The Art of ‘Fare due Chiacchiere’
I have made more friends this summer in quarantined solitude than any other period of my life, all thanks to a simple Italian artform.
This may sound crazy, but I have made more friends during this summer of quarantined solitude and isolation than almost any other period in my life. Uncanny, given the masks, distance, and unease, but true. The most incredible thing is, these new relationships have all started through random, distanced banter, much as they did the last time I befriended so many new people as a teenager in Florence.
Barely eighteen, alone in a new culture and harboring only a small arsenal of Italian vocabulary, I would mitigate feelings of nostalgia for home and loneliness by taking long walks throughout the city. Before long, I realized Italians chat a lot, and to everyone; it is somewhat akin to a national pastime. Whether with the person at the bar over a perfect cappuccino, carabinieri sauntering down the street, kids over a cigarette and vespa, old timers calling across the balconies, or just two people standing on a corner, Italians always take the time and energy to talk to each other. No day too busy, no topic too banal. They chat with passion and with abandon, treating each person as a partner in life, each discussion as an injection of life itself.
At first I engaged with these seemingly random conversations with caution, held back by the fear of infecting someone with my mangled Italian. That trepidation waned, though, as I realized that Italians did not much care about my conjugation, or even if we perfectly understood each other through our linguistic masks. They just wanted to chat, connect, and maybe even become friends.
Chatting, or fare due chiacchiere in Italian, means “to make two chats” for an undetermined period of time about no particular topic. There is no schedule or agenda, not even a specific purpose or underlying goal. Fare due chiacchiere is simply about living, sharing, and existing as two individuals from any walk of life in one shared conversation, a conversation about anything communal existence engenders, which, by the way, is usually a fair amount.

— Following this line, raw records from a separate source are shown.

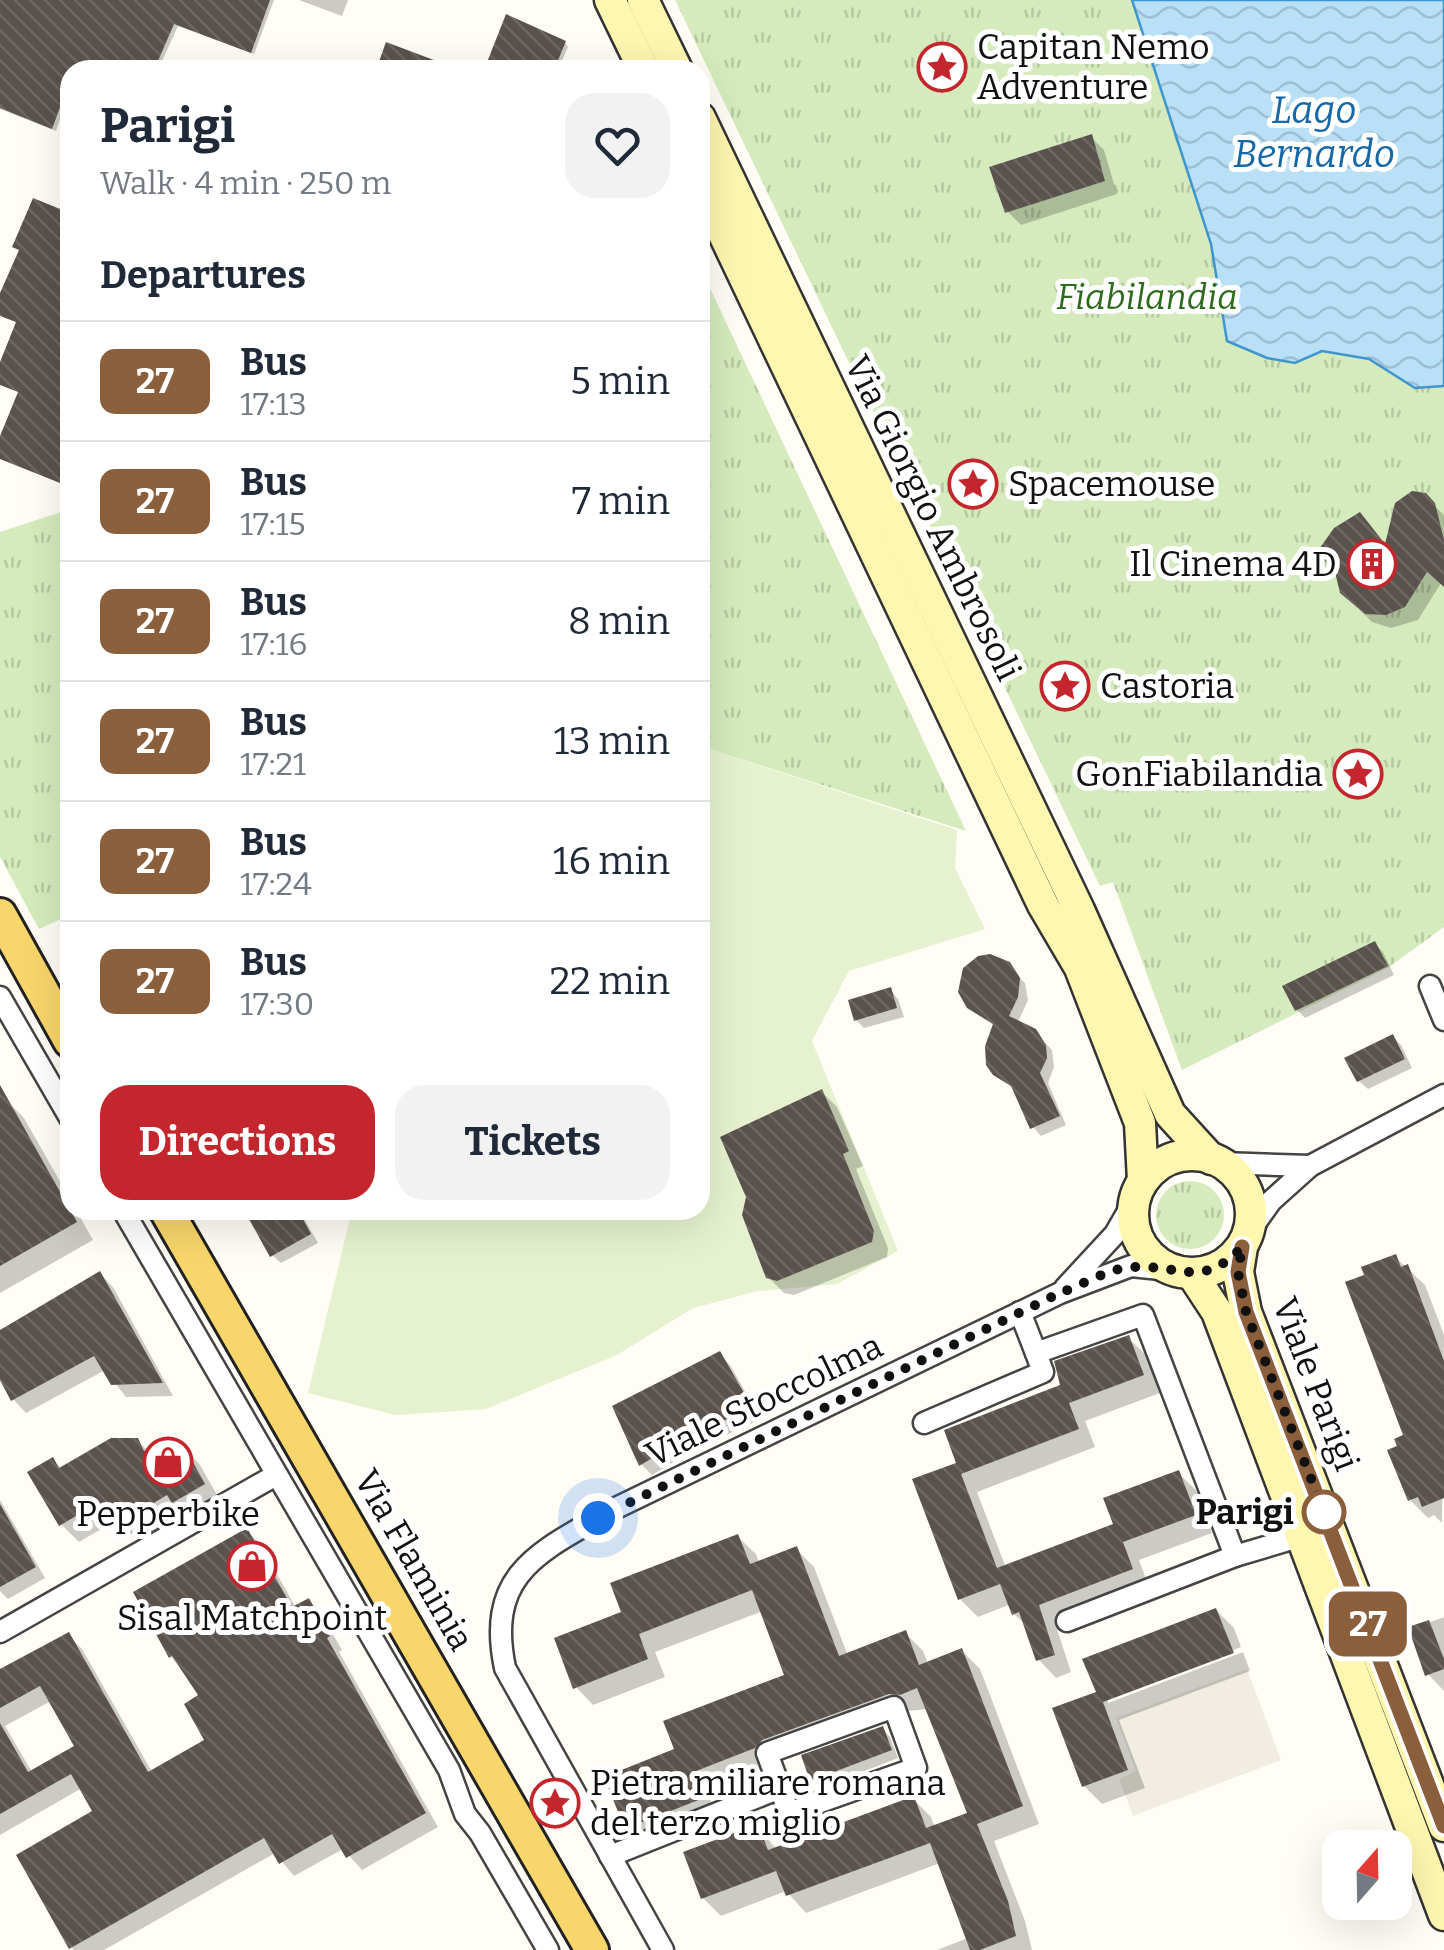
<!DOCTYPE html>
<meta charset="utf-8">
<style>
:root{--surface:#fff;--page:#f2f2f3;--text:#1f2937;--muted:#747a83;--line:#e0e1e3;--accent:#c4262e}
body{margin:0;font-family:Bitter,serif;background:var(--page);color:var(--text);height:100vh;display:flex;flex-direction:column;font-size:38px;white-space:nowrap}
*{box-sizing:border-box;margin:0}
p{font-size:32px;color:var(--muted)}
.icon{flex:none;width:55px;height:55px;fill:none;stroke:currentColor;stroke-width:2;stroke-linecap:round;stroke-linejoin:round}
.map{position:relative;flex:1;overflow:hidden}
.drawer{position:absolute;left:60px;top:60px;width:650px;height:1160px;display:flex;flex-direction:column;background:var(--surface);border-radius:30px;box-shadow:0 10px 40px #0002}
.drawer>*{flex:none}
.badge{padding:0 20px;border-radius:15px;font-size:35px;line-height:65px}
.needle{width:65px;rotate:20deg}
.tools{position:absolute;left:1322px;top:1830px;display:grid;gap:20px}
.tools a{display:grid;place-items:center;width:90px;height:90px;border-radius:20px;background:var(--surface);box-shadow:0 10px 40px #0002;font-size:50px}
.you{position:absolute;width:50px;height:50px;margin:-25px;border:8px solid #fff;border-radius:50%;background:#1a73e8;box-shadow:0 0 0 15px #1a73e833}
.map>.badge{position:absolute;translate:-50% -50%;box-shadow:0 0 0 5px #fff}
h2{padding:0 40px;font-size:38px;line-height:90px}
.round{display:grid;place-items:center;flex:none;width:105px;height:105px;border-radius:30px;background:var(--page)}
.summary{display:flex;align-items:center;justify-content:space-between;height:170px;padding:0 40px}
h1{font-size:48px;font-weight:700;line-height:75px}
.button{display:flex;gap:20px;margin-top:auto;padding:20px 40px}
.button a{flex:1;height:115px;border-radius:30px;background:var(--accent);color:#fff;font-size:40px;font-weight:700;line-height:115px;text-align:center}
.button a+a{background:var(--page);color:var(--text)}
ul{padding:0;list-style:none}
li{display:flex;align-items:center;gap:30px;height:120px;padding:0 40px;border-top:2px solid var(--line)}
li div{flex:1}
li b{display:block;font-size:38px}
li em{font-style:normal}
li .badge{min-width:110px;font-weight:700;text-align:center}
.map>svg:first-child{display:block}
.grass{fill:url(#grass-tufts)}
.pitch{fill:#e6f2cf}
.plaza{fill:#f1ede2}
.water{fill:url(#water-waves);stroke:#3f96cf;stroke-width:2.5}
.shadow{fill:#0003;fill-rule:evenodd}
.building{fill:url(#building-back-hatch)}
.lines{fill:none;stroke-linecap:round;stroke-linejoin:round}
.street-casing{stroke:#444;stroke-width:25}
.secondary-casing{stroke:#333;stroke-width:35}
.primary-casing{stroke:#222;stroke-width:38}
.street{stroke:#fff;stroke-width:20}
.secondary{stroke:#fff6b0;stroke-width:30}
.primary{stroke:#f9d66b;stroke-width:32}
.line-casing{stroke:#fff;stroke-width:22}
.line{stroke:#8b5e3c;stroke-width:15}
.walk{stroke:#111;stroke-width:10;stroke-dasharray:0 18}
.stop-dot{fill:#fff;stroke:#8b5e3c;stroke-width:5}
.labels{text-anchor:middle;stroke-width:10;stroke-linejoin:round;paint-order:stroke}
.poi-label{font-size:35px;fill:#111;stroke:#fff;text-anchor:start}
.park-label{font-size:35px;font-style:italic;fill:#2f6b1f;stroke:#fff}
.street-label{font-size:35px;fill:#111;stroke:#fff}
.stop-label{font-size:35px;font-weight:bold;fill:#111;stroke:#fff;text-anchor:end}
.water-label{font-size:38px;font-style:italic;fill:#1768a6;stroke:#fff}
</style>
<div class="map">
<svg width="1444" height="1950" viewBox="0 0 1444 1950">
<defs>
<pattern id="grass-tufts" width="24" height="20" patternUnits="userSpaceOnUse" patternTransform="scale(2.5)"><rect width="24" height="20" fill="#d5ebbd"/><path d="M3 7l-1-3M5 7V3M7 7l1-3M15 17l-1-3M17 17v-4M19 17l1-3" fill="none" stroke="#b6c8a1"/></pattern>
<pattern id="water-waves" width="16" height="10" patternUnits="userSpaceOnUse" patternTransform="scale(2.5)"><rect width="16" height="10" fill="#b9e0f7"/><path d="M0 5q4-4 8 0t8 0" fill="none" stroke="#9ebfd3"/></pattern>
<pattern id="building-back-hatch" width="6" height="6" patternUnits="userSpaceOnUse" patternTransform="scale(2.5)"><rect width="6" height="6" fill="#5a524d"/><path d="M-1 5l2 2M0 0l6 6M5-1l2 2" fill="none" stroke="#6d6662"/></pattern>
</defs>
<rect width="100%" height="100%" fill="#fffdf5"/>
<g class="grass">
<path d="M675,0h769v927l-55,40 -207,103 -69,-188 -13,4z"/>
<path d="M708,284l258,547 -266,-85v-459z"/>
<path d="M70,509v406l-31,14 -39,-72v-325z"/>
<circle cx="1190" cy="1215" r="34"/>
</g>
<path class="pitch" d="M700,746l257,84 -2,38 30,61 -136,42 -37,70 86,210 -61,33 -79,7 -65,17 -76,47 -131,54 -90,6 -88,-22 44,-183h348z"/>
<path class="plaza" d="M1247,1669l34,91 -148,56 -14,-37 17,-8 -20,-53z"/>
<path class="water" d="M1132,0h312v386l-29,2 -46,-29 -47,-8 -27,12 -28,-5 -40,-17 -16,-97z"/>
<g class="shadow">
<path d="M0,0h274l-20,54 -76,-28 -20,44h-68l-11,-4 -1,4h-8v21l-14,40 -56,-22z"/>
<path d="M299,0h49l-6,16z"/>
<path d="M565,43l3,4 -10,23h-71z"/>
<path d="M1091,137l13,13 13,44 -96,31 -13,-13z"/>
<path d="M1424,496l20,19v71l-3,-3 -23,37 -27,8 -19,-6 -30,-30 18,-77 27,31z"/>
<path d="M1375,944l8,8 11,23 -89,43 -8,-8z"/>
<path d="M1003,961l22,22 3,17 -10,22 12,5 22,23 2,17 -6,16 18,42 -25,11 -8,-9 -18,-37 -20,-16v-48l-26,-19z"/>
<path d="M890,990l8,9 6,18 -40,11 -8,-8z"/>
<path d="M1393,1037l8,8 11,23 -44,21 -9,-8z"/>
<path d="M822,1092l15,15 26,59 -7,3 32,79 -1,9 -93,38 -10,-2 -16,-16z"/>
<path d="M6,1100l18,18 46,81v11h6l17,30 -93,53v-189z"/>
<path d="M247,1210h52l19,33 -37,20 -9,-8z"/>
<path d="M1395,1257l30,28 19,50 -2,188 -8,-8 -6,3 -18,-18 -10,-53 7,-11 -40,-160z"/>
<path d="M100,1274l13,13 60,109 -47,1 -21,-27 -79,43 -13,-14 -13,-24v-43z"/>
<path d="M1128,1338l18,17 14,38 -75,28 10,26 -118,45 29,76 110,-42 62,-53 18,17 16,43 -73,27 10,27 -94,36 16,49 -15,6 -17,-18 -12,-34 -13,-12 -3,-10 -33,13 -18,-18 -1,-135z"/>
<path d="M719,1354l11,11 31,54 -69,32 -40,24 -11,-11z"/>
<path d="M137,1440l12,12 33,-6 18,19 21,37 -29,18 -7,-7 -44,25 -6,-6 -12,7 -15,-14 -29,17 -18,-18 -9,-64 10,9z"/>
<path d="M0,1500l45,78 -37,21 -8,-8z"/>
<path d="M247,1531l13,13 36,64 12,-7 14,14 20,35 -3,2 99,175 -76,43 -19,-21 -49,27 -19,-23 -171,97h-30l-3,-3 25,-135 -14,-24 -82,47v-153l68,-47 14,14 70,123 56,-31 -7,-45 -30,-40zM51,1701l26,46 -45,25 -27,-46z"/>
<path d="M738,1537l18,17 3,9 37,-14 18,18 34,89 57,-23 18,18 5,13 34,-13 18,18 59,155 -45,17 31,80 7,29h-95l31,-12 -28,-75 -134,50 -20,-22 -65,25 -18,-18 55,-71 19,23 136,-51 18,18 4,11 35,-13 -42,-106 -20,2 -128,46 -7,8 -66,26 10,26 -72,29 -17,-18 49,-78 111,-74 -25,-65 -108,41 10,25 -72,28 -17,-18 48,-73z"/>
<path d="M1216,1610l18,18 7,19 -133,50v6l135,-51 7,19 -131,49 26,68 -43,16 -18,-18 15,-93z"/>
<path d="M1444,1617v74l-16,-17 -17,-45z"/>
<path d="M882,1729l8,8 8,21 -77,30 -8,-9z"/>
</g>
<g class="building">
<path d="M0,0h270l-19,53 -77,-29 -20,46h-62l-16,-6 -2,6h-4v10l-18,49 -52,-21z"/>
<path d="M506,14l60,27 -12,29h-70z"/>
<path d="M386,42l69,26 -1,2h-78z"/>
<path d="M1092,134l13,47 -100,32 -16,-46z"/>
<path d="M33,198l37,15v274l-70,-28v-23l18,-44 -18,-7v-23l16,-40 -16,-6v-23l19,-43 -7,-3z"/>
<path d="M1412,491l14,2 9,10 9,37v47l-17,-15 -22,35 -19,8 -21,-1 -25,-21 -5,-21 -18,-20 17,-24 26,-16 25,32 10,-41z"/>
<path d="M1375,941l13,25 -93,45 -13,-25z"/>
<path d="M990,954l20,8 10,16 -2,19 -9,19 27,13 10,16 1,13 -7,15 20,43 -30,13 -19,-43 -18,-11 -7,-10 -1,-19 8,-22 -26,-16 -9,-16 5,-24 15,-12z"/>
<path d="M891,987l6,21 -43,13 -6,-21z"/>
<path d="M1393,1034l12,25 -48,23 -13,-24z"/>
<path d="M0,1085l77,137 -77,44z"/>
<path d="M822,1089l27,62 -6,3 31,77 -2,11 -95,39 -11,-3 -24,-63 4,-18 -26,-60z"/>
<path d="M244,1210h54l13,24 -41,23z"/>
<path d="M1396,1254l5,13 7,-3 36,97v137l-22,9 -4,-10 -10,4 -21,-51 10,-4 -3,-7 9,-4 -58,-153 19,-7 -3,-8z"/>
<path d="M100,1271l63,112 -52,2 -17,-29 -83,45 -11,-21v-50z"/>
<path d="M1129,1335l15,40 -75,28 10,26 -118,45 36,94 116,-44 -10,-26 76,-28 17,45 -73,27 10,27 -94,36 16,50 -19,6 -17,-49 -7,3 -12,-31 -42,16 -46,-121 44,-16 -12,-33 116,-45 -6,-24z"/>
<path d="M720,1351l32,56 -71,34 -42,25 -27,-60z"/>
<path d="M111,1438h27l6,13 39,-7 22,40 -33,19 -5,-8 -45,27 -5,-7 -14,8 -10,-17 -34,20 -32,-54 26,-15 6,11z"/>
<path d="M0,1504l36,63 -36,20z"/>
<path d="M247,1528l45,79 17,-9 21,38 -3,2 99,175 -80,45 -14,-24 -53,30 -15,-26 -195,111 -53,-94 76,-44 -21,-37 -71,40v-91l28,49 46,-26 -34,-60 -40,22v-39l69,-37 79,140 56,-32 -20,-36 14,-9 -26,-39 -3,2 -36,-66z"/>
<path d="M738,1534l12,30 47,-18 42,110 67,-26 13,35 43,-17 61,158 -46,18 31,77 8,35 -36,14h-10l-40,-107 -144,53 -10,-25 -75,28 -18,-47 75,-28 10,26 146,-54 12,32 41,-15 -50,-125 -17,7 -11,-1 -127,46 -7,8 -64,25 10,26 -76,30 -21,-52 70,-28 -11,-28 121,-46 -32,-85 -113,44 9,25 -75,30 -19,-51 67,-26 -11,-29z"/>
<path d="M1216,1608l18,45 -131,49 25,68 -46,17 -30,-79 44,-16 -14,-33z"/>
<path d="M1429,1620l15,39v10l-19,7 -17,-49z"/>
<path d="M883,1726l9,24 -82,31 -9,-26z"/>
</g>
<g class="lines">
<g class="street-casing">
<g id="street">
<path d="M1430,986l14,34"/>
<path d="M0,997l70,121"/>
<path d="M1222,1163l88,3"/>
<path d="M123,1210l326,560 16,44 15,19 68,117"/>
<path d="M1249,1232l22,-31 39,-35 134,-71"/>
<path d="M1065,1288l50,-54 19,-33"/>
<path d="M1020,1312l16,41 107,-38 92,241 67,-20"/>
<path d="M924,1423l119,-51 -7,-19"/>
<path d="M1067,1621l168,-65"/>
<path d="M0,1632l276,-157"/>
<path d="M610,1856l170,-68 -13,-35 127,-46 22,61 -127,45 -9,-25"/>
<path d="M663,1950l-158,-282c-20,-97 37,-117 109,-159l446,-216 71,-27 39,4"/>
</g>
</g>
<g class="secondary-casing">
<g id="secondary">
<path d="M610,0l34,70"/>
<path d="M643,0l34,70"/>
<path d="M700,118l379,792 91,204 41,45"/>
<path d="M700,184l343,721 37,63 60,155 3,58"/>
<circle cx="1192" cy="1214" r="59"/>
<path d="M1242,1247l-4,25 8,40 198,514"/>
<path d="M1192,1274l25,38 227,603"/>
</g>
</g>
<g class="primary-casing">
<g id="primary">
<path d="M0,915l70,126"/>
<path d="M166,1210l426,740"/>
</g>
</g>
<use href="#street" class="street"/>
<use href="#secondary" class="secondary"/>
<use href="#primary" class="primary"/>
</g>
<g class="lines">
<g class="line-casing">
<path id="line" d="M1242,1247l-4,25 8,40 198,514"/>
</g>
<use href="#line" class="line"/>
<path class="walk" d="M598,1518l462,-225c22,-8 51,-26 74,-26 47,-2 69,22 108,-20l-4,25 8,40 78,200"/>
</g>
<defs>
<g id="sight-ring" transform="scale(2.5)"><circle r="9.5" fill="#fff" stroke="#c4262e" stroke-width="1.5"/><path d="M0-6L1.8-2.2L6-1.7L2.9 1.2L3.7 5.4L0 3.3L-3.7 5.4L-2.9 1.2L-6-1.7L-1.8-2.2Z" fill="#c4262e"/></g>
<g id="building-ring" transform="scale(2.5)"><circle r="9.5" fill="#fff" stroke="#c4262e" stroke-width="1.5"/><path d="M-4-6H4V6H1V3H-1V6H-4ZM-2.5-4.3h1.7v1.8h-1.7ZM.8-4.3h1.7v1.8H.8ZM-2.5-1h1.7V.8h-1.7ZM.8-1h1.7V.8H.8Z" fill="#c4262e"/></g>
<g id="shop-ring" transform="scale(2.5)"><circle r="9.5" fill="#fff" stroke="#c4262e" stroke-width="1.5"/><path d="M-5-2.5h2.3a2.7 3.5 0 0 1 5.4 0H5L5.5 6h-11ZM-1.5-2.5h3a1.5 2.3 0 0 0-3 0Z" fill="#c4262e"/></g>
</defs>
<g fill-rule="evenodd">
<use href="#sight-ring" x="942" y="67"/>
<use href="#sight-ring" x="973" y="484"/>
<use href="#building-ring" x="1372" y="564"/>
<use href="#sight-ring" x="1065" y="686"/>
<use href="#sight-ring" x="1358" y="774"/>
<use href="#shop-ring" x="168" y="1462"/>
<use href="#shop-ring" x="252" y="1566"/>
<use href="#sight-ring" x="555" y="1803"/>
</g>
<circle class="stop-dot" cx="1324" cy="1512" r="20"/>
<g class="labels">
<g class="poi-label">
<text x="977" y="59">Capitan Nemo<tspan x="977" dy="40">Adventure</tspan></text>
<text x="1008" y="496">Spacemouse</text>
<text x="1337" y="576" text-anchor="end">Il Cinema 4D</text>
<text x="1100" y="698">Castoria</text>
<text x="1323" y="786" text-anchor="end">GonFiabilandia</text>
<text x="168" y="1526" text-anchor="middle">Pepperbike</text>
<text x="252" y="1630" text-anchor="middle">Sisal Matchpoint</text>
<text x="590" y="1795">Pietra miliare romana<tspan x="590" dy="40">del terzo miglio</tspan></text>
</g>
<g class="park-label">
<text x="1147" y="309">Fiabilandia</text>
</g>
<g class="street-label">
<text transform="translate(933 518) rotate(64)" y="12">Via Giorgio Ambrosoli</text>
<text transform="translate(1316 1384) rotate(69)" y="12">Viale Parigi</text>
<text transform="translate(764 1400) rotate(-26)" y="12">Viale Stoccolma</text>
<text transform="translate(414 1560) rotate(60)" y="12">Via Flaminia</text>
</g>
<g class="stop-label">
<text x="1294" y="1524">Parigi</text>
</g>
<g class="water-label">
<text x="1314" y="123">Lago<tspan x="1314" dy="44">Bernardo</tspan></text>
</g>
</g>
</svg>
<div class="tools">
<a><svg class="needle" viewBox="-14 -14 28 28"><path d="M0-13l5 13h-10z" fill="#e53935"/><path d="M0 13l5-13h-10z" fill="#747a83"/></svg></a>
</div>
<div class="you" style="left:598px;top:1518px"></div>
<b class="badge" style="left:1368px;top:1624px;background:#8b5e3c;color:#fff">27</b>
<section class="drawer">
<div class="summary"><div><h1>Parigi</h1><p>Walk · 4 min · 250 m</p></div><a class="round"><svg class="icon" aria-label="heart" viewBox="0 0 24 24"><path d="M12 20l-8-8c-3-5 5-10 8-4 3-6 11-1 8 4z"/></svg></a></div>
<h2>Departures</h2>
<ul>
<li><span class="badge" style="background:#8b5e3c;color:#fff">27</span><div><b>Bus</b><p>17:13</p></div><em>5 min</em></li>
<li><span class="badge" style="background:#8b5e3c;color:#fff">27</span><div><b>Bus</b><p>17:15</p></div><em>7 min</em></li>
<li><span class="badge" style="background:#8b5e3c;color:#fff">27</span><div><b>Bus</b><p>17:16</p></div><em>8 min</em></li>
<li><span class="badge" style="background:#8b5e3c;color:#fff">27</span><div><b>Bus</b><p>17:21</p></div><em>13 min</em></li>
<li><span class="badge" style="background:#8b5e3c;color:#fff">27</span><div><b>Bus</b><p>17:24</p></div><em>16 min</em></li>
<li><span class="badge" style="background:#8b5e3c;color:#fff">27</span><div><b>Bus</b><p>17:30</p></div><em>22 min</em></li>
</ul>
<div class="button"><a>Directions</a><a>Tickets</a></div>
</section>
</div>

Chiacchiere actually go back to Roman times, and like most great things Italian, are based upon food. Made specifically for the week of the Saturnali, or today’s Carnival, chiacchiere are a cookie that when bitten into, make the sound of chatter. Left on grand tables throughout the streets for the days of party, these cookies served as the conduit to conversation, hence fare due chiacchiere. Interestingly enough, the cookies were, and are still to this day, made specifically to indulge in as a reminder to interact with others in an unbridled fashion before the Quarentessima, or forty day quarantine.
This summer, separated from most of my friends, family, and colleagues, I decided to stop and chat to ‘random’ people again, Italian style. Lisa, always walking her dogs on the beach, Andre, the fellow meticulous about his tomatoes at the grocery store, Michael, the doctor in line six feet behind me at the post office, and even another Lauren, who seems to be on the same running schedule. These chats never start with a predetermined agenda, yet they repeatedly evolve into unique journeys, journeys that have taken me from confinement to freedom, from solitude to friendship.
The reality is, freedom and friendship go hand in hand. In fact, both share the same Indo European root, freund. As I have relearned through my chiacchiere this summer, the catalyst to enhancing our freedom is through friendships, friendships through conversations, conversations through simply being human.
In today’s seemingly endless quarantine, we are all searching for freedom. Freedom to travel, move, interact. Freedom to think, express ourselves, even if it is against the status quo, make our own decisions. Freedom to feel normal again.
I ran across one of my new summer friends Gabriele, coincidentally from Florence, yesterday. We readily stopped to engage in our two chats and one friendship, with zero agenda. After he turned to walk away, he suddenly exclaimed, “I have not felt this liberated since before the quarantine. I feel free. Free!” As the horizon watched over us, I had to agree.